Instrumental fusion music has a pretty wide range, from high-powered electric music with guitars and synthesizers wailing, to more acoustic, jazzy sounding material. Usually the stylistic thread running through it is the influence of jazz. But there are a lot of great musicians in Nashville, and sometimes they make their own music with country and Americana providing a sort of underlying basis for their efforts. Last year, we featured a mostly instrumental album by guitarist and producer John Leventhal, who has worked extensively with folk and country artists, and composer William Tyler has also done some country-influenced fusion in a laid-back style.

This week, we have another interesting largely instrumental album from Nashville-based musicians that features the improvisational tendencies of jazz with a generally more contemplative sound. It’s by fiddler and keyboard man John Mailander and his group Forecast, and the new release is called Let the World In.

John Mailander is a graduate of he Berklee College of Music, and since he settled in Nashville, he has found work as a sideman and studio musician, with the likes of Norah Jones, Billy Strings, Keller Williams, Tony Trischka, Peter Rowan and even Lin-Manuel Miranda.. He is currently a member of Bruce Hornsby’s band the Noisemakers. The new album puts him in the company of Nashville colleagues, bassist Ethan Jodziewicz, acoustic guitarist Jake Stargel, Chris Lippincott on steel guitar, Mark Raudabaugh on drums, and David Willford on sax.

The musical mood on the album often has a vaguely bittersweet quality, with most of the pieces in minor keys, and fairly unhurried tempos. But the album brings together some interesting sonic textures with Mailander’s fiddle often being the focus, but with a laid back sort of rootsy groove.

The rather short 35 minute album’s first full piece is the title track Let the World In. It sets the pace with it’s slightly bittersweet musical mood while having a melodic quality. Mailander’s fiddle is center stage. <<>> But the piece takes a few unexpected twists to keep it interesting. <<>>

A track called Gardener seems like a kind of lowdown country-flavored blues, with the steel guitar giving a twang to the bluesy composition. <<>>

There are a couple of short pieces called Improvisations. The first is the opposite of the slow-and-steady approach of the rest of the album, with a minute and a quarter of musical chaos. <<>>

But that settles into Chapters another minor-key tune with an almost dirge-like quality. <<>>

A lot jazzier is a piece called Heartland with a melodic, mostly acoustic sound, and with the sax being balanced by the twang of the steel guitar. <<>>

Probably the most interesting track is its longest at about nine and a half minutes.
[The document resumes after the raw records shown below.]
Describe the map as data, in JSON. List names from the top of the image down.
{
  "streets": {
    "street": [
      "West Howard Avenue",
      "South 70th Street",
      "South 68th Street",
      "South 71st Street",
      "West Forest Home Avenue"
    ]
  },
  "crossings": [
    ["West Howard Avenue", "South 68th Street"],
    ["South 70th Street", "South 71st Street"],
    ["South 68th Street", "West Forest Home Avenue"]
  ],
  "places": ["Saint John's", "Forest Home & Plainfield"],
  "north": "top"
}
It’s called Road and it again combines the sort of Americana folk-melody influence with a steady rock beat, and dynamics that build toward the end. It has a kind of jam-band quality. It’s the album’s only vocal, though not for long. <<>>

The album closes with a short piano solo called Reprise, played on what sounds like an upright piano that’s slightly out of tune, giving it a suitably rustic quality. <<>>

Let the World In by John Mailander’s group Forecast, is an engaging album that is another example of instrumental fusion music coming from a country-influenced perspective. Mailander’s fiddle takes the lead, but not all the time. It’s more of an ensemble recording. The music can have a melancholy aura, but that may be just you might need at times, with the interesting sonic textures and the amiably melodic compositions. The band is first-rate and their understated performances add to the subtle appeal of the album.

Our grade for audio quality is a B, for a good mix, but points are deducted, as usual, for the volume compression that makes everything come out at the same loudness, and it saps the sonic energy and impact from the drums.

Country influence and jazz-rock fusion may seem like an unlikely combination, but John Mailander’s Forecast pulls it off nicely on their new album.

(c) Copyright 2025 George D. Graham. All rights reserved.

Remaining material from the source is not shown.